Healthcare organizations should conduct an assessment and analyze their needs based on factors such as size, type of services offered, and unique circumstances. Based on the results of that analysis, the organization can implement best practices and reasonable safeguards that are compliant with the Privacy Rule. A hospital with a large, crowded ED could recommend the following:

  1. Train staff to use quiet, low tones/voices when discussing PHI in open or shared spaces.
  2. Design physical spaces with privacy in mind (e.g., angled computer screens, soundproof shields, or private consultation rooms).
  3. Implement access controls to limit the view of patient records to only staff who are involved in the patient’s care.
  4. Monitor high-risk areas, such as shared workstations, waiting rooms, or elevators, for compliance.
  5. Train staff to sign off computers when not in use and not leave paper PHI in view of others.

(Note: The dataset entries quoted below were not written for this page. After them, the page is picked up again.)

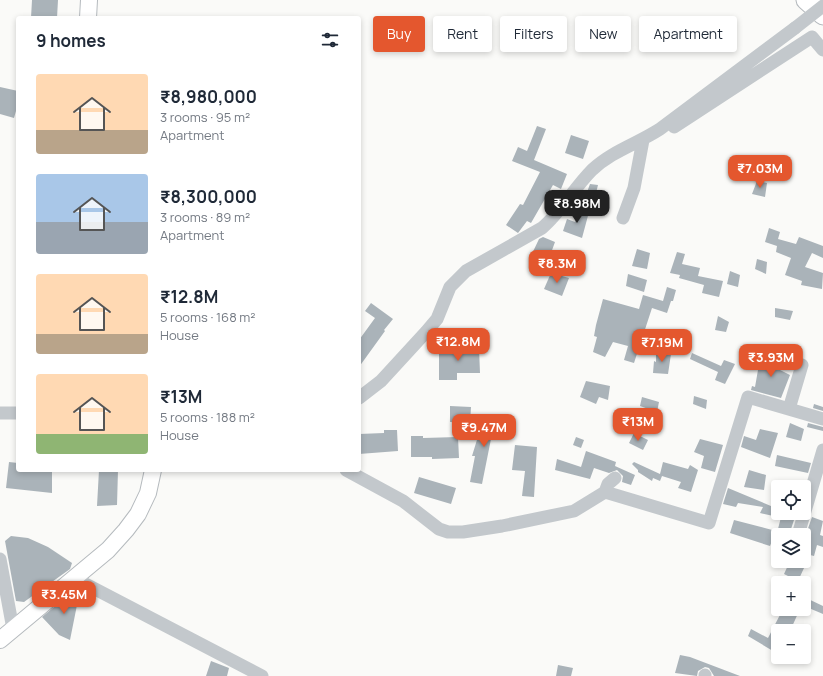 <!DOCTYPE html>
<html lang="en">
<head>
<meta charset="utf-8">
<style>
	:root { --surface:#fff; --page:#f6f6f7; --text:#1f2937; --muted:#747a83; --accent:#e4572e }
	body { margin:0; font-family:Manrope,sans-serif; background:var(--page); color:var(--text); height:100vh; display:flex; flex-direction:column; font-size:15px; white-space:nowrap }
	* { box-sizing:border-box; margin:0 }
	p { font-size:13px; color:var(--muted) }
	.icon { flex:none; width:22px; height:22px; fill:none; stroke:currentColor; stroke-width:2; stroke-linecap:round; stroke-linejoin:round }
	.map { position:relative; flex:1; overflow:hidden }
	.side { position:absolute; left:16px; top:16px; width:345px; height:456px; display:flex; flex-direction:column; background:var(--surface); border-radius:4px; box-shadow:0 2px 6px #0003 }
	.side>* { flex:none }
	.top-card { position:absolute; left:373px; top:16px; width:380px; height:36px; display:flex; gap:8px }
	.buttons { position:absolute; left:771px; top:480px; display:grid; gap:8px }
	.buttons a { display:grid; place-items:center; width:40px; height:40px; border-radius:4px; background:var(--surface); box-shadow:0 2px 6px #0003; font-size:20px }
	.price { position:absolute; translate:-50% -34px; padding:0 9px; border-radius:8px; background:var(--accent); color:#fff; font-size:13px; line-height:26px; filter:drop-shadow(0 1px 2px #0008) }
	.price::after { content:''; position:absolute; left:50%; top:24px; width:12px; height:9px; margin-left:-6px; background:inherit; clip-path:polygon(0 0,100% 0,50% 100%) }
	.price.on { background:#222; color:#fff }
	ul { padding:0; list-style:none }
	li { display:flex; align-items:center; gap:12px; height:100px; padding:0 20px }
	li span { display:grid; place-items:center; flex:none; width:112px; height:80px; border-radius:4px; color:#555 }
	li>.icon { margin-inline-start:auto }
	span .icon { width:48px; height:48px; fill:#fffc; stroke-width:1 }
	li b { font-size:17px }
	h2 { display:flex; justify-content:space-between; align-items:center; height:48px; padding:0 20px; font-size:17px }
	.tag { padding:0 14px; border-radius:4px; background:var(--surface); box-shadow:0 2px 6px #0003; font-size:14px; line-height:36px }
	.tag.on { background:var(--accent); color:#fff }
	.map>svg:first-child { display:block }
	.building { fill:#aab3b9 }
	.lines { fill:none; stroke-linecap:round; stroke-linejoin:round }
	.major-casing { stroke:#b5babe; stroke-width:18 }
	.highway-casing { stroke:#b4b9bd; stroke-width:21 }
	.minor { stroke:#c3c8cc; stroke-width:13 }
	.major { stroke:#fff; stroke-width:16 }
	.highway { stroke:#fff; stroke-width:19 }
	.minor-bridge { stroke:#c3c8cc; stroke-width:13 }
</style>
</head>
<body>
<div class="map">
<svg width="823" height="676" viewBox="0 0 823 676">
	<rect width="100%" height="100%" fill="#fafaf8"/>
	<path class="building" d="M32,0H58L57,18H31Z
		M0,87L18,91V104L14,118L0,114Z
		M537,126L546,129L534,160L567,174L561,189L553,185L531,223L527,221L518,233L506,225L520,204L523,205L540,172L512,161L518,147L527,151Z
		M571,135L589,141L583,159L565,153Z
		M758,163L769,165L765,176L756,173Z
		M757,181L767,183L765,197L752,194Z
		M590,184L598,185L595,197L586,195Z
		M579,209L589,212L582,238L563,231L567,219L575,222Z
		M769,228L780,232L778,239L796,244L799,237L823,246V258L812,253L805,267L823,273L822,289L801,285L802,281L785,275L791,258L776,252L777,246L765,242Z
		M543,237L555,242L547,264L530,258L539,239Z
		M637,249L650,253L647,269L632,266Z
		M677,252L685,254L682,264L700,268L698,276L723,281L719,297L702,293L704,285L679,278L680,275L670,273Z
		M757,259L767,262L766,274L755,269Z
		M730,271L740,275L738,287L727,284Z
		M551,273L569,278L562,296L544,289Z
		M628,274L647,280L644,292L626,286Z
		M667,287L676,290L673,301H671L667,313L652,308L634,363L624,360L628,346L613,342L605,357L593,352L597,337L594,336L596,325L603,299L639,309L643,295L663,301Z
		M371,303L393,319L384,330L385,331L359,367V340L375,318L365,311Z
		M775,308L793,311L790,320L775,317Z
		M718,316L729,322L726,332L715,330Z
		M439,348H479L480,373H457V380H439Z
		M656,352L671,354L668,374L653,373L654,361L656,362Z
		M692,353L721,366L724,360L735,364L725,384L715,380L718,372L690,359Z
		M766,354L781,359L778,369L790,375L781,398L751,390L752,386L755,387L758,370H760Z
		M586,381L610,386L608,400L599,397L596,404L580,397Z
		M694,396L707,400L706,409L693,404Z
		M642,397L659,402L657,412L640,406Z
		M814,404L823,407V411L813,408Z
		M450,406L471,407L470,423L450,422Z
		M484,417L502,423L497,440L491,439L482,484L470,482L475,456H472Z
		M790,423L804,429L801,441L786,437Z
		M808,423L823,427V431L807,427Z
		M760,429L778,433L770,458L741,447L744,436L756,440Z
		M384,430H397L398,451L359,454V434L384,433Z
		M634,433L648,440L643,450L629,443Z
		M411,436H423V438L458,437L459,458L432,459V457H411Z
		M576,437L584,440L581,448L573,445Z
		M700,439L723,445L715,472L701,468L704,456L694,452Z
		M515,445L537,447L534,497L522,496L525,471L512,470Z
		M586,451L616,462L615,466L635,475L631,485L622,482L623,476L617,470L609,473L594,468L590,479L555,470L557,459L581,467Z
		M777,455L811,463L808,473L775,466Z
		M9,462L18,463V470H52V493L6,488Z
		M634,462L660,474L663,462L688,469L690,465L698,470L691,492L678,488L681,482L662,476L660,481L653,478L652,481L638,472V470L632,464Z
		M99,470H118L117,505L97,506Z
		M749,470L766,475L764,490L744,487Z
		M419,477L456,488L451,504L414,493Z
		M728,488L778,509V517L760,513L763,507L738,503L736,507L723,504Z
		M781,517L794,520L790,532L778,529Z
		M812,517L823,521L820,535L823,536V547L817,545L814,556L810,555L798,581L784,574L790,561H794L804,565V540Z
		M734,520L776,531L770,546L730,533Z
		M11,536L28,538L48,547L72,563L70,569L24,602L16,601L5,541Z
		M77,588L80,590L70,640L59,635L42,617Z
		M804,597L823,606V614L804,606Z
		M783,609H800L790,631H778V654L748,636L751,629L768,638Z
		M680,655L690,657L740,676H714L709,668L705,667L698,671L697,676L675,673Z
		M211,661L229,668L227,676H206Z
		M558,665L573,668L571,676H556Z"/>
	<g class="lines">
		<g class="major-casing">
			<path id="major" d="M88,18L89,0
				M0,640L108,550L126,530L138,514L148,493L153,470"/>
		</g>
		<g class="highway-casing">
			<path id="highway" d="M806,0L823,15"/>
		</g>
		<path class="minor" d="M674,127L812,37L823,50
			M623,218L634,188L643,140
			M359,398L381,381L426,332L437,319L450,287L466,271L542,228C561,212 574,188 592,170C612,151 637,144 660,129L795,28
			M789,409L802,365
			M0,413H18
			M346,470L403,501L439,529L448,532H463L502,526L574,511L605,492L608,484L615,478
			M605,492L709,523L748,397L823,419
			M798,535L823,450
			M0,559L13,629
			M74,578L262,676
			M705,676V675"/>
		<use href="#major" class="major"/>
		<use href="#highway" class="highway"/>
		<path class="minor-bridge" d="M795,28L823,6"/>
	</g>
</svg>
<div class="buttons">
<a><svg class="icon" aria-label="locate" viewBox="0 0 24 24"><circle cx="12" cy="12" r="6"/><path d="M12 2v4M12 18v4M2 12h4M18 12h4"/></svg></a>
<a><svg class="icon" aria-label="layers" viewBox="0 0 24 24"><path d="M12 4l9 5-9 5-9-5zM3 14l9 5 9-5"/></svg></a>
<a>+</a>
<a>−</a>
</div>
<b class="price" style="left:760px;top:189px">₹7.03M</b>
<b class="price on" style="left:577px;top:224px">₹8.98M</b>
<b class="price" style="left:557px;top:284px">₹8.3M</b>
<b class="price" style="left:458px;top:362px">₹12.8M</b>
<b class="price" style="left:662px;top:363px">₹7.19M</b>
<b class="price" style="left:771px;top:378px">₹3.93M</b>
<b class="price" style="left:638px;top:442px">₹13M</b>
<b class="price" style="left:484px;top:448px">₹9.47M</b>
<b class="price" style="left:64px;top:615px">₹3.45M</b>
<div class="top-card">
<a class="tag on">Buy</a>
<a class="tag">Rent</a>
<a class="tag">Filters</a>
<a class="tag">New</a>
<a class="tag">Apartment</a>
</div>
<section class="side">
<h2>9 homes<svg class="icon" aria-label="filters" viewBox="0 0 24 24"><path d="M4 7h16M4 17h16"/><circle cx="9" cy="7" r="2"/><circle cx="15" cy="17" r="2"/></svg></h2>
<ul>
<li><span style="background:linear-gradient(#ffd9b3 70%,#b9a48a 0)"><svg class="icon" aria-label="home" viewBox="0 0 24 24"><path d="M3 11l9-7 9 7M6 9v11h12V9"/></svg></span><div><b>₹8,980,000</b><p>3 rooms · 95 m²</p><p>Apartment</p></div></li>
<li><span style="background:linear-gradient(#a9c7e8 60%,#9aa5b1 0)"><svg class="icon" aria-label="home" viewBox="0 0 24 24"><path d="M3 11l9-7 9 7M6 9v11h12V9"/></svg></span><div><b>₹8,300,000</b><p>3 rooms · 89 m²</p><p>Apartment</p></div></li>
<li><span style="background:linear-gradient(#ffd9b3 75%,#b9a48a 0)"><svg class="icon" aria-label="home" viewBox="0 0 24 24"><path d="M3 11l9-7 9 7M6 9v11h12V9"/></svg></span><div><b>₹12.8M</b><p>5 rooms · 168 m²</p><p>House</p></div></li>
<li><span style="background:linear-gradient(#ffd9b3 75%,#8fb573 0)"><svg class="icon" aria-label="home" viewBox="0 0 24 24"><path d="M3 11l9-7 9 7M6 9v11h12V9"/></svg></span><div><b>₹13M</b><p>5 rooms · 188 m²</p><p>House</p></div></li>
</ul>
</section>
</div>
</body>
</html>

These safeguards don’t have to be expensive or burdensome; they should merely be practical and consistently enforced. The compliance team should document all reasonable safeguards implemented and regularly review and update privacy policies. The team should also periodically conduct risk assessments to identify any vulnerabilities, allowing safeguards to be put in place to ensure compliance. Additionally, provide ongoing privacy training specific to issues staff encounter most often, and monitor compliance with established procedures and policies. In particular, emphasize that HIPAA is not about perfection; it’s about doing what’s reasonably expected to protect patient privacy in a real-world environment.

Conclusion

My experience reminded me that compliance isn’t just something learned by memorizing regulatory requirements; it is about daily actions and the careful development of practices that affect us and our patients in stressful situations where hurt, fear, and urgency meet policy. Incidental disclosures are not a failure of compliance, but a reality of clinical practice and operations. And, while perfection isn’t attainable, with vigilance and continued focus on the dignity of our patients, we can provide high-quality care quickly while protecting their privacy.

Takeaways

  • Incidental disclosures are unintentional, limited disclosures that occur as a by-product of a permitted use or disclosure and cannot be reasonably prevented—even with safeguards in place.
  • The HIPAA Privacy Rule allows incidental disclosures if reasonable safeguards are implemented and the minimum necessary standard is applied.
  • The Privacy Rule does not require the complete elimination of all risks associated with an incidental disclosure; however, covered entities must take reasonable steps to minimize the likelihood of unintended exposure.
  • To help minimize incidental disclosures, organizations should train staff to use low voices when discussing protected health information in shared spaces.
  • Design physical spaces with privacy in mind, and remind staff to sign off computer workstations when not in use.

[ii] Jay M. Brenner et al., “Privacy and confidentiality of emergency department patient information: Contemporary considerations and challenges,” JACEP Open 5, no. 2 (2024): e13130, https://doi.org/10.1002/emp2.13130.

[iv] U.S. Department of Health and Human Services, Office for Civil Rights, “Incidental Uses and Disclosures,” last reviewed July 26, 2013, https://www.hhs.gov/hipaa/for-professionals/privacy/guidance/incidental-uses-and-disclosures/index.html.

[vi] Brenner et.al., Privacy and confidentiality of emergency department patient information: Contemporary considerations and challenges.”

[vii] 45 C.F.R. §164.530(c).

[viii] 45 C.F.R. § 164.502(a)(1)(iii).